Сергей Максимов - След грифона
Никодим закрыл смотровое окошечко в двери камеры и оставил до поздней ночи Суровцева один на один с этим известием. Мысли заключенного носились по кругу, порождая еще большую неопределенность собственной судьбы. Но трагическую глубину происходящих событий он оценивал более трезво, чем абсолютное большинство людей в стране. Не многие могли похвастать таким пониманием. В том, что немцы напали внезапно, он даже не сомневался. Как не сомневался и в том, что подготовились они к войне лучше. Однако, он это знал, в действиях немцев всегда присутствовала нахрапистость, которая им мешала. К длительной войне они, по своему обыкновению, не готовятся. Ресурсы Германии и России несопоставимы. Сейчас вопрос только в том, сможет ли Красная армия оказать достойный отпор в первые дни войны. Как человек военный он знал и понимал еще одну вещь, которую не понимали и не могли понять нынешние советские военачальники. Немецкая армия, как и победоносная армия маленькой Финляндии, сохранила историческую преемственность военных традиций, которую большевики прервали. А без этой связи трудно будет победить в развернувшейся войне. И еще он считал, что появление фашизма в Германии было бы невозможно без победы большевиков в России. В начавшейся войне он видел кару Божью как своей стране, так и всем силам в мире, вольно и невольно потакавшим русской революции.

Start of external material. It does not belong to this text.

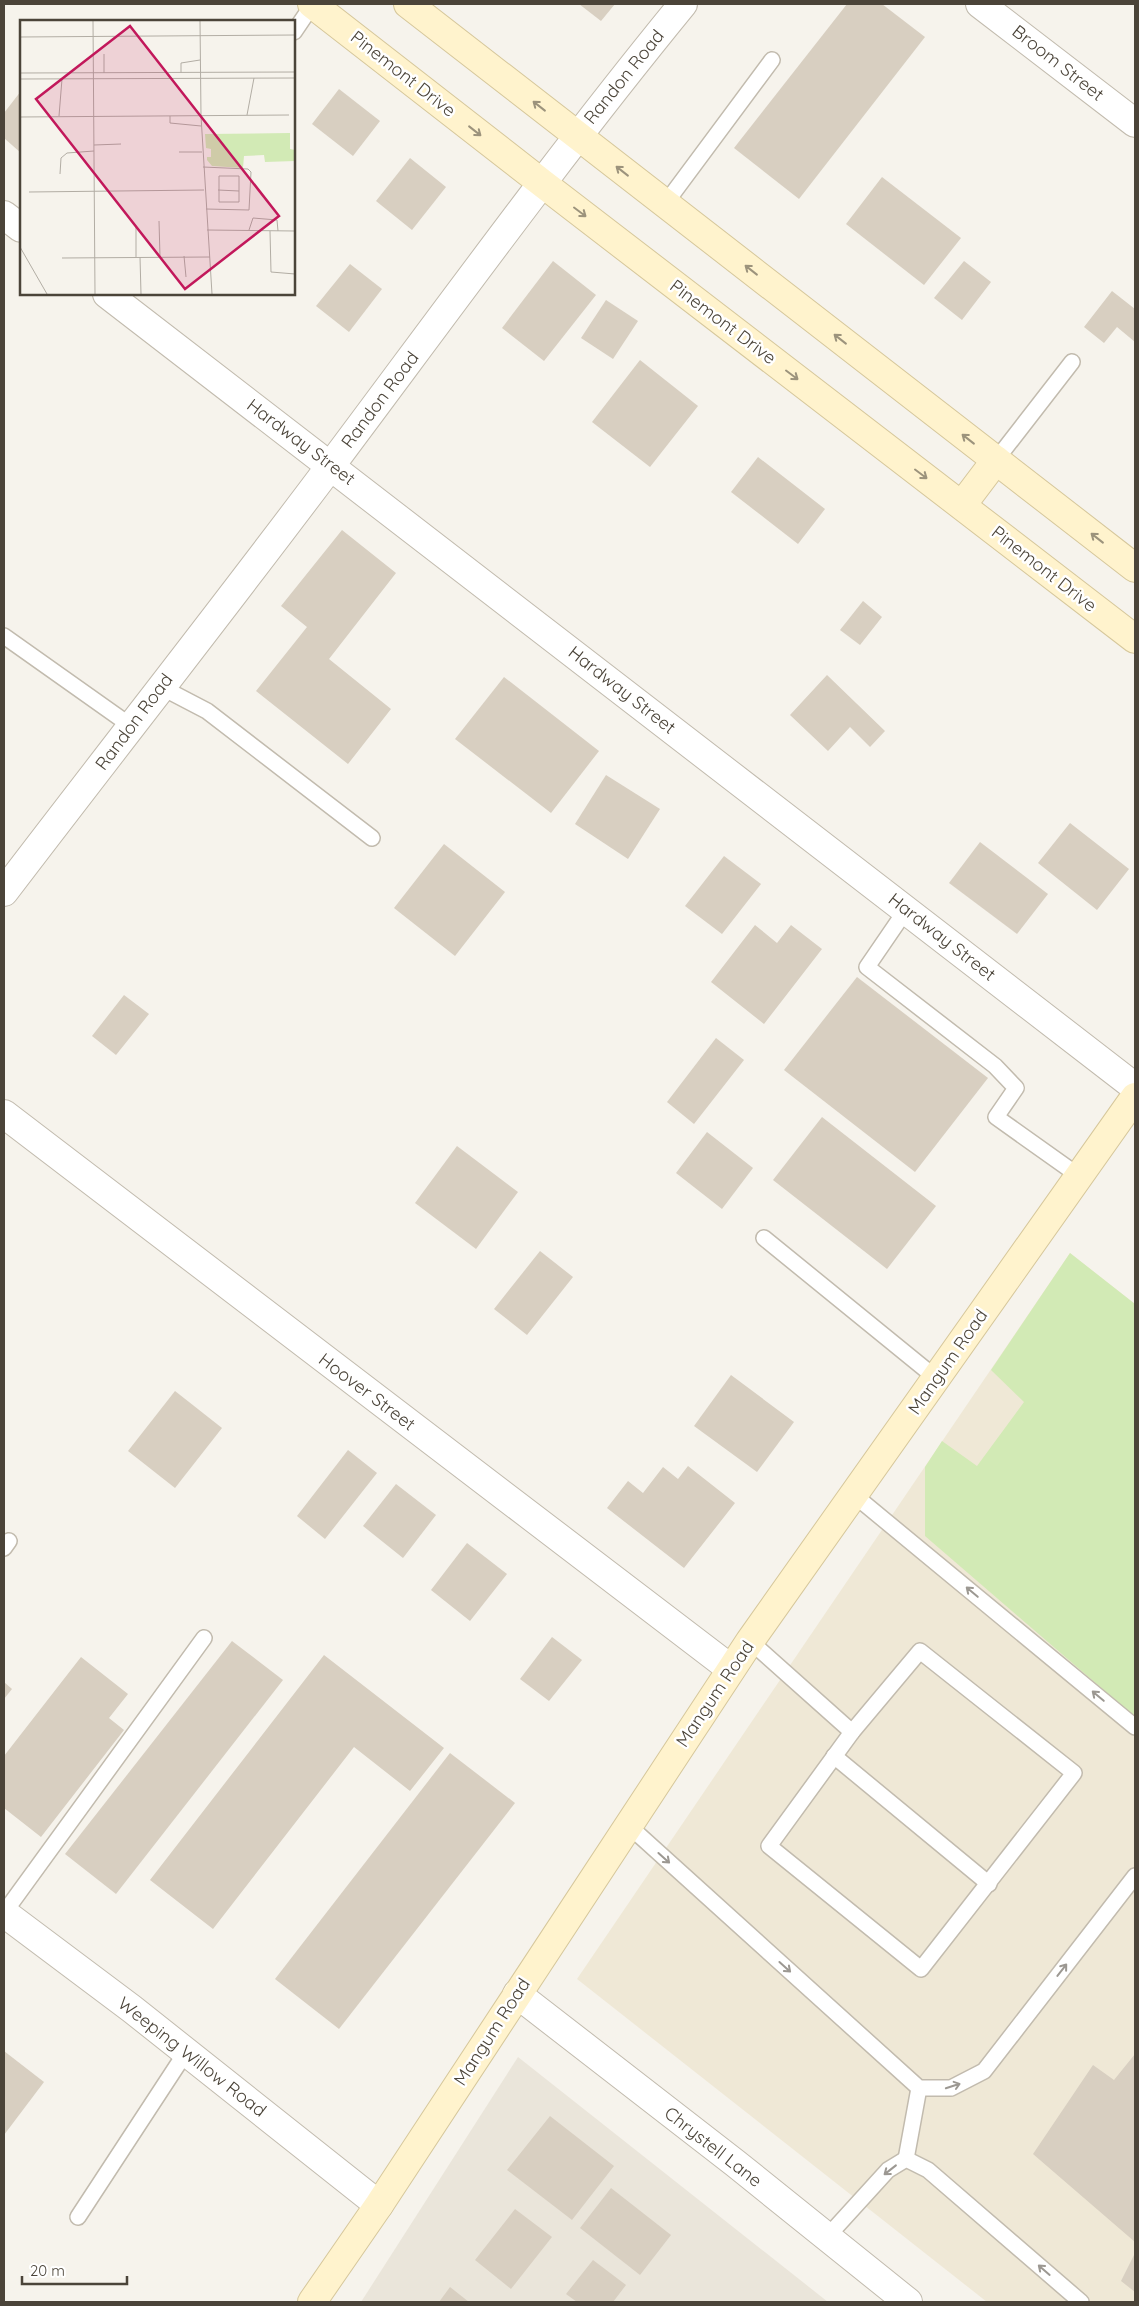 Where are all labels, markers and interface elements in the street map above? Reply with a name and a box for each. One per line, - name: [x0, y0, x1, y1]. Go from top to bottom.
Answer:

Он обругал себя последними словами. Ему о своей судьбе нужно думать. А то, что она в ближайшее время должна решиться, он, конечно же, осознавал, но ничего поделать с собой не мог. К тому же и его судьба вполне объяснимо зависела от положения на фронте. Он продолжал думать о возможных вариантах развития событий в стране и в армии. На воображаемой карте театра военных действий он проводил линии боевых передвижений воюющих сторон. Не располагая достаточной информацией о действиях противника, не представляя состояния нашей армии, он прогнозировал ход будущих сражений. Предположения его были страшными, но они, как потом ему стало известно, оказались верными.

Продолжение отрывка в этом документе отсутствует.